TWIN PEAKS, SAISON 2 (PREMIÈRE PARTIE)

La saison 2 de Twin Peaks commence et se poursuit sous le signe de la bizarrerie et de la folie douce. Cela peut paraître légèrement paradoxal au vu de l’étrangeté déjà bien revendiquée de la saison précédente, mais le niveau a bien été relevé d’un cran, comme en témoigne le comportement pour le moins anormal de certains personnages de la série, ainsi que certaines scènes absurdes qui arrivent sans autre raison que de mettre le spectateur mal à l’aise ou de le faire sourire.

Autre différence de taille, la tonalité comédie, bien que toujours présente (que ce soit avec Andy et Lucy ou encore les frères Horne), est de plus en plus étouffée par un sentiment de peur et de danger, l’enquête se resserrant progressivement autour du mystérieux assassin de Laura Palmer.

Conscients que la résolution est en train de prendre forme, David Lynch et Mark Frost semblent se lâcher, transformant progressivement la série en soap opera. Dans la première saison, différents protagonistes de la série regardaient un feuilleton nommé Invitation to Love, une façon de souligner que Twin Peaks n’était qu’une variation hardcore de ce genre de programme. Mais dans la saison deux, plus de trace de Invitation to Love, Twin Peaks ayant repris le relais, du moins pour une partie de ses personnages (les tribulations de Bobby et Shelly avec le nouvel état de Leo, la partie de cache-cache entre Catherine et Pete ou  encore le pauvre Ed aux prises avec une Nadine plus perturbée que jamais), cachant l’horreur à venir de la meilleure manière qui soit, avec légèreté et humour.

Et tandis que les différentes intrigues se poursuivent en même temps que l’histoire principale, de nouveaux personnages apparaissent, troublants, ridicules, voir menaçants, parfois les trois à la fois.

Celui qui remporte haut la main la palme du meilleur nouveau personnage est sans conteste le solitaire Harold Smith (Lenny Von Dohlen), un jeune homme vivant reclus au milieu de ses orchidées avec le souvenir de Laura Palmer.

Les autres ajouts à la série sont quand à eux plus discutables. Il y a d’abord Dick Tremayne (Ian Buchanan), vendeur snob et rival amoureux du gaffeur Andy auprès de Lucy, la secrétaire du shérif.

Troisième membre de la fratrie Renault, Jean (Michael Parks), frère de Jacques et Bernard est, de très loin, le plus dangereux des trois.
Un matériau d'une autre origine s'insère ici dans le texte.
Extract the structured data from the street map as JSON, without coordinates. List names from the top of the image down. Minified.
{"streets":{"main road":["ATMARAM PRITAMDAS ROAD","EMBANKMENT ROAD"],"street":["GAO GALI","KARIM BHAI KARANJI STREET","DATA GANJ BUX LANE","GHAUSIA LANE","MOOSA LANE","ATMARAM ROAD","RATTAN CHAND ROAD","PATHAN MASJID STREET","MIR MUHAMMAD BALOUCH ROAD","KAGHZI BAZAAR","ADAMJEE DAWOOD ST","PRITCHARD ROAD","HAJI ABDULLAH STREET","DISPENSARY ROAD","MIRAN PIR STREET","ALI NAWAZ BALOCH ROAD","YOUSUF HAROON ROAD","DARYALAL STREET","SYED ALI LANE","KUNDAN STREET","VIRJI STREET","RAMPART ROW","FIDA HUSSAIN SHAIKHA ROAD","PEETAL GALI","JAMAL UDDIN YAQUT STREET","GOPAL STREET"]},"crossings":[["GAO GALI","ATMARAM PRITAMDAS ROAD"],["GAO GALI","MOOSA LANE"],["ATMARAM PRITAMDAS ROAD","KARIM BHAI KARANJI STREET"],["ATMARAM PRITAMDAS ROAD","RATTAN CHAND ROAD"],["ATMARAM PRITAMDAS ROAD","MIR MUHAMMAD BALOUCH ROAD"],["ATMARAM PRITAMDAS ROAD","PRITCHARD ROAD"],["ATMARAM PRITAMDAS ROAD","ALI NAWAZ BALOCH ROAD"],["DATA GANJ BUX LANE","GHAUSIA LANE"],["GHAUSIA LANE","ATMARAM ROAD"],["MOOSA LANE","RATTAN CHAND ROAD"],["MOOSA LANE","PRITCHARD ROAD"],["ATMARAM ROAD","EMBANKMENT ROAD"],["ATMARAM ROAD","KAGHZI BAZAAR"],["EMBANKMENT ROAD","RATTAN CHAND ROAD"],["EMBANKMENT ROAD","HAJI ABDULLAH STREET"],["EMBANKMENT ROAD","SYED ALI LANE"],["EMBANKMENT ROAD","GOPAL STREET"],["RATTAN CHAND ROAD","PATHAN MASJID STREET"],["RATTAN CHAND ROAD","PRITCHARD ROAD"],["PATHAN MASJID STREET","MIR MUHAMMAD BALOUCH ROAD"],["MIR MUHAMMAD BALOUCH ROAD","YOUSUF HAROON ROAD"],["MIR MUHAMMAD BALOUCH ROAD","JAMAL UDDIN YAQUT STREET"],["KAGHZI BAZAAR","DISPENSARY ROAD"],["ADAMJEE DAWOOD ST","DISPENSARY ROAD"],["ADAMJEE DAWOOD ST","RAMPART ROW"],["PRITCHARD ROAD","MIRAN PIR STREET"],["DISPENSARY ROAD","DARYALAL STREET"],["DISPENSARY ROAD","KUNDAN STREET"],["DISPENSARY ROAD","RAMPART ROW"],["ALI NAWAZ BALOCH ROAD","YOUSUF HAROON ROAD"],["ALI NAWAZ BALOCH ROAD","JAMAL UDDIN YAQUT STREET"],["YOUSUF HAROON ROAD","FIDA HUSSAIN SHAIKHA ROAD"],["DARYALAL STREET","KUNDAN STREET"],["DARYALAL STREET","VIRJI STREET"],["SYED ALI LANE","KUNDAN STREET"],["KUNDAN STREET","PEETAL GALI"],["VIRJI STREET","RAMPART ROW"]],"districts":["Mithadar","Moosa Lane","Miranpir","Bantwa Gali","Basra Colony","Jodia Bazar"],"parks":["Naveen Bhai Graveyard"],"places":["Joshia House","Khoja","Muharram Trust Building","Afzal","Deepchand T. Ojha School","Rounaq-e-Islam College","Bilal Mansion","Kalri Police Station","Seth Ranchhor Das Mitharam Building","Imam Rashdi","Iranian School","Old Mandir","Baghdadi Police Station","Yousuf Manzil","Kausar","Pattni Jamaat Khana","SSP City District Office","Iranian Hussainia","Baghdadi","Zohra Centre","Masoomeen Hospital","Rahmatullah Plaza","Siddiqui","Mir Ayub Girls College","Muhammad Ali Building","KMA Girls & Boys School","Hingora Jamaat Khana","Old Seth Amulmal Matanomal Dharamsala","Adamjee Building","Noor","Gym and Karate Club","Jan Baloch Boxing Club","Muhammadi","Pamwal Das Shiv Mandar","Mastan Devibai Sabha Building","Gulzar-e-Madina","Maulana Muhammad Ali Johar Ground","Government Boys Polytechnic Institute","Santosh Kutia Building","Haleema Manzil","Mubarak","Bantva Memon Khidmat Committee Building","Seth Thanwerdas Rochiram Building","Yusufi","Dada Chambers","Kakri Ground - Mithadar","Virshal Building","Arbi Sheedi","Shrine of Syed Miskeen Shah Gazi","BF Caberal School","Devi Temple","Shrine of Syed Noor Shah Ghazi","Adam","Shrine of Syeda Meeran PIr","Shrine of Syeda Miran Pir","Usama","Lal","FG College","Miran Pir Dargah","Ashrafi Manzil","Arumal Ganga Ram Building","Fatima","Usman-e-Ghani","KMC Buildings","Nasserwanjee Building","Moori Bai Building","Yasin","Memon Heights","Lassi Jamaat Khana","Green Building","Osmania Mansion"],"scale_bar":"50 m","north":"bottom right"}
Un personnage dont l’étrange diction fait froid dans le dos.

Quelques caractères sous-exploités de la première saison gagnent également plus de profondeur. Je pense à Jocelyn  »Josie » Packard qui obtient enfin une storyline digne de ce nom, même si elle est un tant soit peu raciste (tout comme le traitement du personnage, magnifique au demeurant, de l’adjoint Hawk) du fait qu’elle soit asiatique et que son rôle ressemble à ceux que l’on donnait à son ethnie dans les fictions des années 40. Et même si tout cela n’était pas volontaire, pourquoi n’y a-t-il pas un seul acteur noir dans cette série?

Autre personnage un peu mieux exploité, celui de Catherine Martell, la femme de Pete, dont l’histoire, parallèle à celle de Josie, va hélas bifurquer sur un hommage direct à Santa Barbara au travers d’un déguisement sentant bon l’appropriation culturelle et le yellowface.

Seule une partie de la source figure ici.